DUP-785 (Brequinar sodium) is a novel potent inhibitor of the pyrimidine de novo enzyme dihydroorotic acid dehydrogenase (DHO-DH). We studied the relationship between DHO-DH activity and in vitro growth-inhibitory effects and in vivo antitumor effects of DUP-785. Seven cell lines from different histological origin were continuously exposed to DUP-785 for 48 hr. The human squamous carcinoma cell line 14C was most sensitive (IC50 0.19 μM), three other cell lines had a comparable IC50 of about 0.4 μM, while rat hepatoma H35 and murine leukemia L1210 had a IC50 of 2.6 and 5.9 μM, resp. DHO-DH activity varied between 15 and 20 μmol/hr.106 cells in the cell lines tested. Inhibition by 1.3 μM DUP-785 was 80-90% in the most sensitive lines, compared to 50% in H35 and 30% in L1210. The sensitivity of two murine colon tumors was investigated in vivo by injection of 50 mg/kg at day 0, 4, 8 and 12. The doubling time of Colon 26 for untreated and treated tumors was 2.7 and 2.8 days, resp, while for Colon 38 these values were 5.1 and 8.3 days, resp. DHO-DH activity was 230 and 167 nmol/hr per mg protein, resp. In both tumors 50 mg DUP-785/kg decreased DHO-DH activity to below 10% after 4 hr, which was partly recovered after 1 day. After 1 day the concentration of uridine nucleotides in Colon 26 decreased by 30% and in Colon 38 by 50%, followed by an increase of 130 and 180%, resp, after 4 days. In conclusion; in vitro the extent of inhibition of DUP-785 was related to the growth-inhibition, but in vivo this relation was less evident.
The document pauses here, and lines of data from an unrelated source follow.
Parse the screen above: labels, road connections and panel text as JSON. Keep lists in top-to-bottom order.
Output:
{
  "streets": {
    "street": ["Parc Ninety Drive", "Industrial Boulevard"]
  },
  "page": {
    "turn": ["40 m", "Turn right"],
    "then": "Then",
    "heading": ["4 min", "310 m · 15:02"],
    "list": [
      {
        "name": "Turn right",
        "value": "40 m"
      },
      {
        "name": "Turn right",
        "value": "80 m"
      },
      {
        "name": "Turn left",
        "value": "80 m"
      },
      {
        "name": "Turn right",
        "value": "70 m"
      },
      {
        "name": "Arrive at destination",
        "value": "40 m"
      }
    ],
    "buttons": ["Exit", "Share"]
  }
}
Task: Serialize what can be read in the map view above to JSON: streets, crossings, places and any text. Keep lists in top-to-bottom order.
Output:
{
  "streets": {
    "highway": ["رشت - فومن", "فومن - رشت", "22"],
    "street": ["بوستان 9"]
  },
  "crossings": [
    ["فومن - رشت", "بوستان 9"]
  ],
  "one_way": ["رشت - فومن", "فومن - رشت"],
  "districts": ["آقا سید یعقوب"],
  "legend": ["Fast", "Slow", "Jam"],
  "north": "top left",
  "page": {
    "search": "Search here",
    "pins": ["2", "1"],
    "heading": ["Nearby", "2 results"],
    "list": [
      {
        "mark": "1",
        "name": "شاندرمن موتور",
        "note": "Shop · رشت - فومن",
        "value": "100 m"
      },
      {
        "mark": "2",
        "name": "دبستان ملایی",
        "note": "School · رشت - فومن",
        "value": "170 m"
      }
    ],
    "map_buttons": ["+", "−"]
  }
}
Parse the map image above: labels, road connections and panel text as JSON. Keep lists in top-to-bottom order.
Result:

MODULATION OF CYTOTOXICITY AND METABOLISM OF 5-FLUOROURACIL (FU) IN TWO INTESTINE CELL LINES: 156

Initial FU metabolism is catalyzed by either pyrimidine phosphorylase (PNP) or orotate phosphoribosyltransferase (OPRT). The human colon carcinoma cell line WiDr is 3 times more sensitive to FU and 5 times more sensitive to 5deoxy-5-fluorouridine than the intestinal cell line Intestine 407. However, in both cell lines PNP activity with either ribose-1-P (Rib-1-P) or deoxyRib-1-P (dRib-1-P) is comparable with OPRT activity (1-2 nmol/hr per 106 cells). Modulation of the availability of co-substrates with purine nucleosides might elucidate the mechanism of action of FU. PNP activity with inosine as co-substrate was 30 and 86% in WiDr and Intestine 407, and with deoxyinosine 7 and 19%, respectively, of the activity with Rib-1-P and dRib-1-P. Inosine increased the Rib-1-P levels 2-4-fold, while deoxyinosine enhanced dRib-1-P levels several fold. Inosine did not show a synergism with FU in growth-inhibition. Deoxyinosine at 0.1-1 mM showed synergism with FU at non-toxic concentrations (0.1-0.5 uM). Deoxyinosine itself was not toxic. The synergism was greater with Intestine 407 cells than with WiDr. Examination of the medium at 24 hr showed that in both cell lines deoxyinosine was rapidly broken down to hypoxanthine (at 0.1 mM for 80% in Intestine 407 and 50% in WiDr). Growth inhibition could be reversed by 2-10 uM thymidine in Intestine 407, but only partly in WiDr cells. The results show that low non-toxic concentrations of FU can be made toxic by supplementary dRib-1-P. The effect of thymidine shows that inhibition of thymidylate synthase differs in the cell lines.